そんな彼に不満そうな顔をして、宗光は同じ言葉を繰り返す。
「だから、僕のドッペルゲンガーが結婚してて、しかも家まで買ってたって言ってるんだよ。おまけに何か高そうな車付き」
宗光がかける眼鏡のレンズに、ポカンとした顔の光雄が反射する。
「いや、俺はまだドッペルゲンガーの所で詰まっているんだが」
呆れた表情を隠しもせず、明るい金髪をガシガシと掻きながら光雄は言った。
「まさかドッペルゲンガーを知らないのか?」
「ドッペルゲンガーは知ってるよ、アレだろ? 自分と姿形が同じヤツ」
「なんだ、知ってるじゃないか。じゃあ何の理解に詰まってるんだ?」
「心底わからない、みたいな顔をするな。いつもの如く突然『大事な話がある』って呼び出された上に、親友が真剣な表情で意味不明なことを口走ってきたんだぞ。なるほどそうか、それは大変だったな、って返せるわけがないだろう。一から十まで説明しろよ……ったく、すみませーん! 注文いいですかー?」
よく通る声で光雄が言うと、
「はーい、少々おまちくださーい!」
元気な店員の声が返ってきた。
二人はビールと梅きゅう、チャンジャと厚焼き玉子といういつものセットを注文して、とりあえずの乾杯をした。ぶつかったグラス同士がカキンと子気味良い音を立てる。
「で? ムネ、一体何があったんだ?」
ぐいと身を乗り出す光雄。
宗光はもう一口ビールに口を付けてから、「聞いてくれよミツ」と話を切り出した。
「最近仕事を辞めて無職になった僕が、習慣になりつつあった散歩をしていた時のことだ」
そこまで言って宗光が一呼吸置いた瞬間に、光雄はビールを置いて左手を前に出した。
ストップのジェスチャーである。
「待て、お前また無職になったのか?」
愕然とした表情をする光雄に対し、
「そんなことで話を遮るな。話をしてくれと言ったのはミツだろう」
憮然とした態度で宗光は言った。
「……すまない」
全然「そんなこと」ではないと思うのだが。
という一言をぐっとビールと梅きゅうで流し込んで、光雄は律儀に頭を下げた。
「僕の横を一台の車がすり抜けて、ちょっと離れた先にあった一軒家の車庫にスッと収まったんだ。ああ、なんだか高そうな車だな。僕には一生縁が無いんだろうなと遠目に眺めていると、車のドアが開いて、運転手が降りて来たんだ」
そこまで言って、宗光はチャンジャに手を付けた。程よい辛みが舌の上に広がる。
「運転手の顔は、何度も見た顔だった。いや、毎日鏡の前でうんざりするほど見たことのある、見たくもない顔だった」
ゴクリと、光雄が生唾を飲みこむ。
「そいつが、ムネのドッペルゲンガーだったのか?」
「あぁ」
鷹揚に頷き、宗光は「しかも」と続ける。
「奴が降りてきた直後、助手席から綺麗な女性が降りて来たんだ」
「つまりその人が」
「妻だろうね。僕には生涯縁が無いであろう女性と、僕のドッペルゲンガーは結婚していたんだ。あの時の僕の気持ちが、ミツにわかるか?」
「…………」
そう言われて、光雄は黙り込んだ。
同情していた、というのもあるが、理由の大半はそこではない。
万が一、ここで少しでも「わかる」という旨の言葉を発すると、彼のネチネチとした説教が始まるためだ。長い付き合いの中で、光雄は学習していた。要領の良い男だった。

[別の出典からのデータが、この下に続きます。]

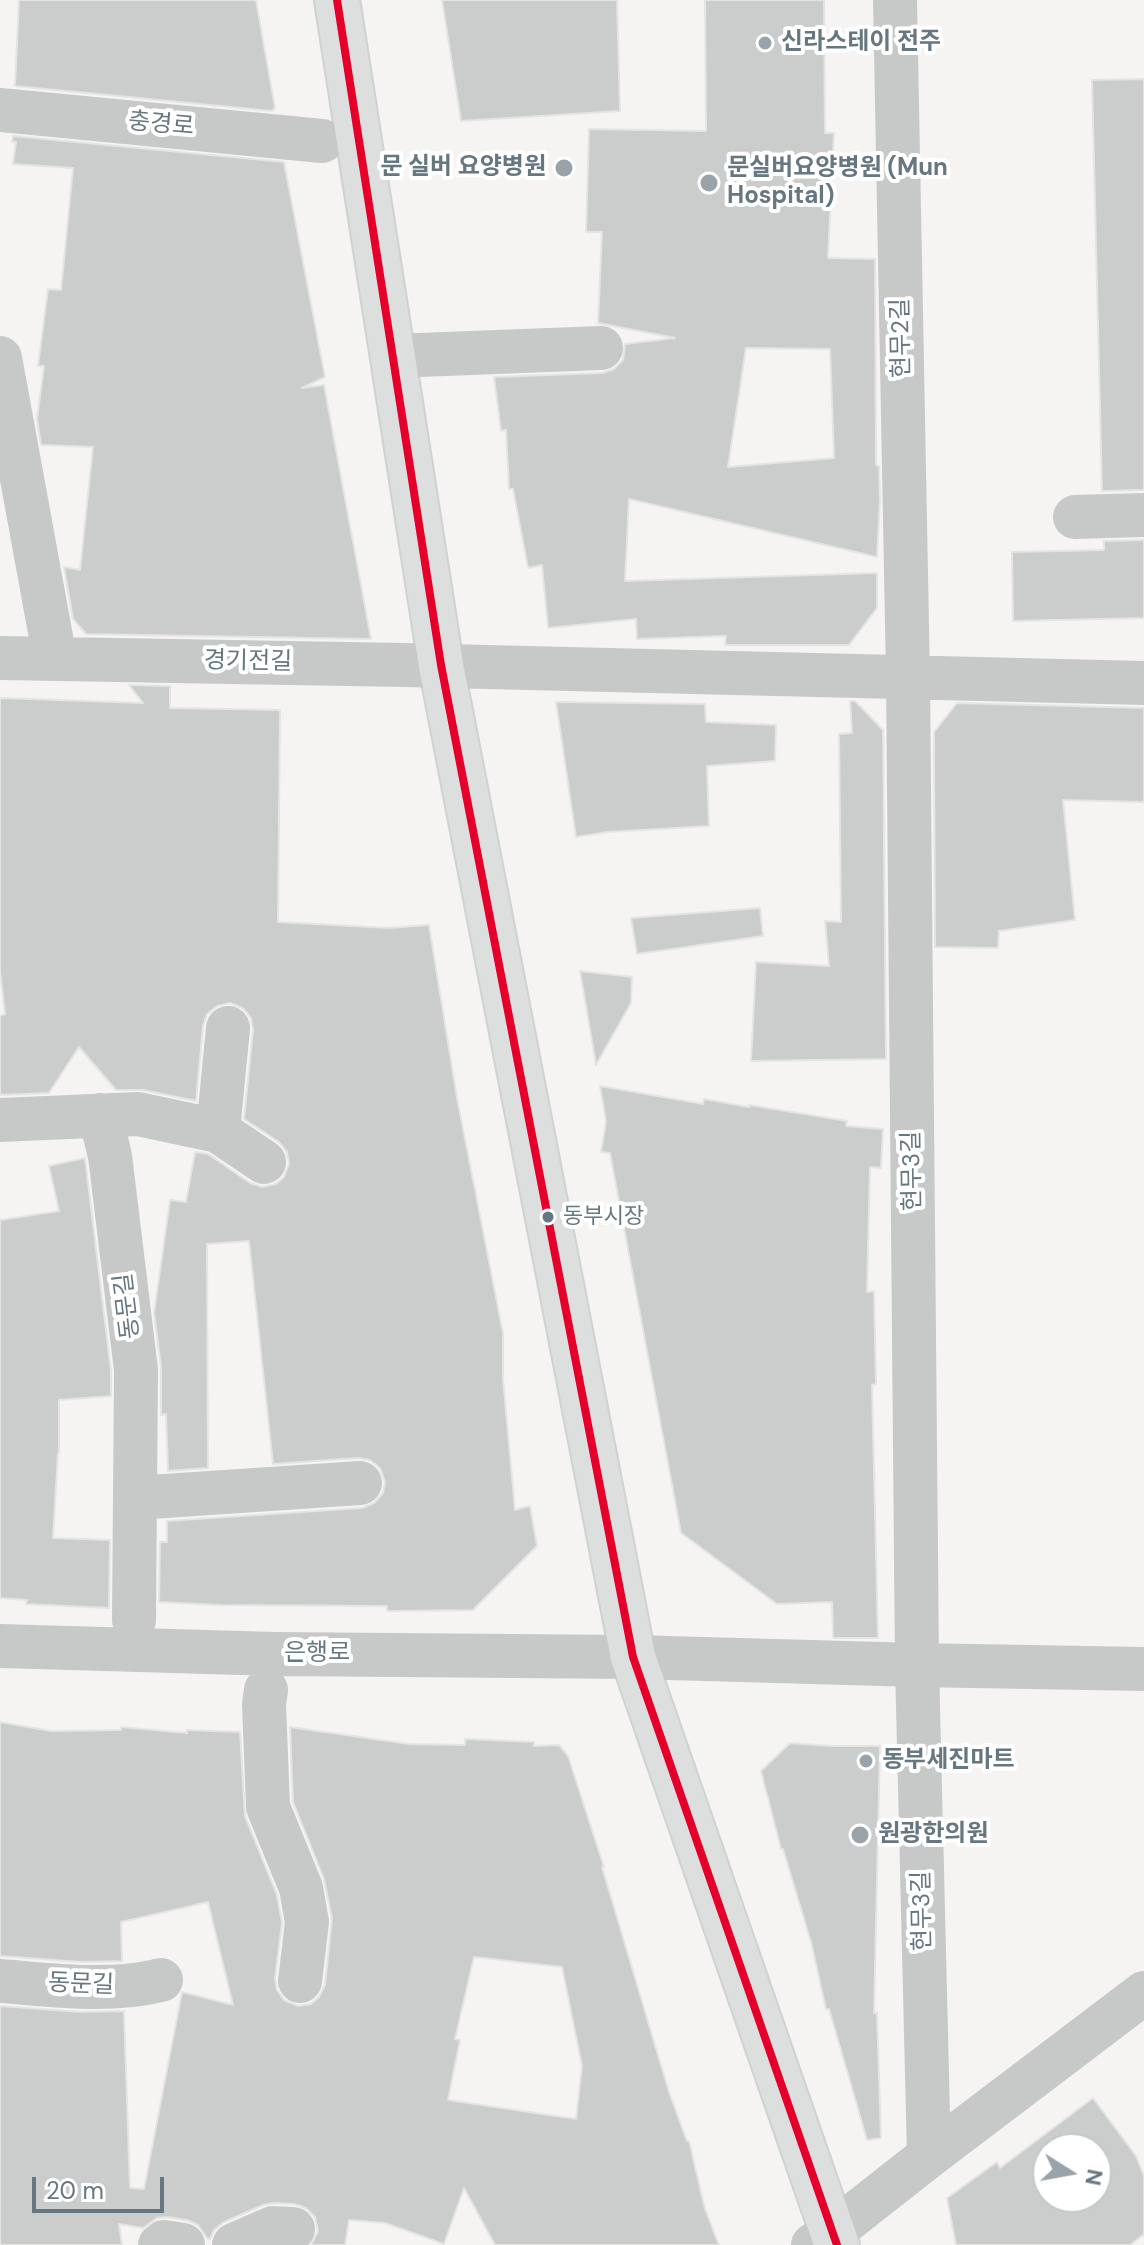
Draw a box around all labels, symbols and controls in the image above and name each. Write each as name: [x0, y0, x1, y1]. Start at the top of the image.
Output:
place label: 신라스테이 전주: [781, 29, 941, 57]
marker: 신라스테이 전주: [756, 34, 774, 52]
street label: 충경로: [127, 108, 195, 142]
place label: 문 실버 요양병원: [380, 154, 546, 182]
place label: 문실버요양병원 (Mun Hospital): [727, 155, 948, 211]
marker: 문 실버 요양병원: [553, 157, 575, 179]
marker: 문실버요양병원 (Mun Hospital): [698, 172, 720, 194]
street label: 현무2길: [887, 298, 917, 378]
street label: 경기전길: [204, 647, 292, 677]
street label: 현무3길: [898, 1131, 928, 1211]
place label: 동부시장: [563, 1204, 644, 1230]
marker: 동부시장: [540, 1209, 556, 1225]
street label: 동문길: [110, 1271, 146, 1341]
street label: 은행로: [284, 1640, 350, 1668]
place label: 동부세진마트: [882, 1747, 1014, 1775]
marker: 동부세진마트: [857, 1752, 875, 1770]
place label: 원광한의원: [878, 1821, 988, 1849]
marker: 원광한의원: [849, 1824, 871, 1846]
street label: 현무3길: [908, 1871, 938, 1951]
street label: 동문길: [47, 1969, 115, 2001]
north arrow: [1032, 2133, 1112, 2213]
scale bar: [36, 2161, 168, 2211]
text: N: [1078, 2167, 1110, 2188]
text: 20 m: [46, 2175, 104, 2206]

「問題はそれだけじゃない。ミツ、もう一度ドッペルゲンガーの特徴を言ってみろ」
「自分と姿形が同じヤツ、だろ?」
「そうだ。じゃあここで問題だ」
醤油で茶色く染まった大根おろしを乗せた厚焼きたまごを一切れ食べて、宗光は言った。
「──僕とそいつ、どっちが本物だと思う?」
「? お前じゃないのか?」
「なら質問を変えてみようか。表と裏がまったく同じ模様のコインがあったとして、ミツはどうやって表と裏を区別する?」
「…………」
言われて、光雄はまたしても黙り込んだ。
しかし、今回の沈黙はわけが違う。親友の意図を理解して、恐ろしくなったからだ。
もしも自分が自分とまったく同じ姿形の人間と出会ったとして、どうやって己こそが本物だと証明できるのか。
泥沼だ。それに、万が一自分がドッペルゲンガーだと──つまり偽物だとわかったとき、一体自分は、何を思って何をするのだろうか。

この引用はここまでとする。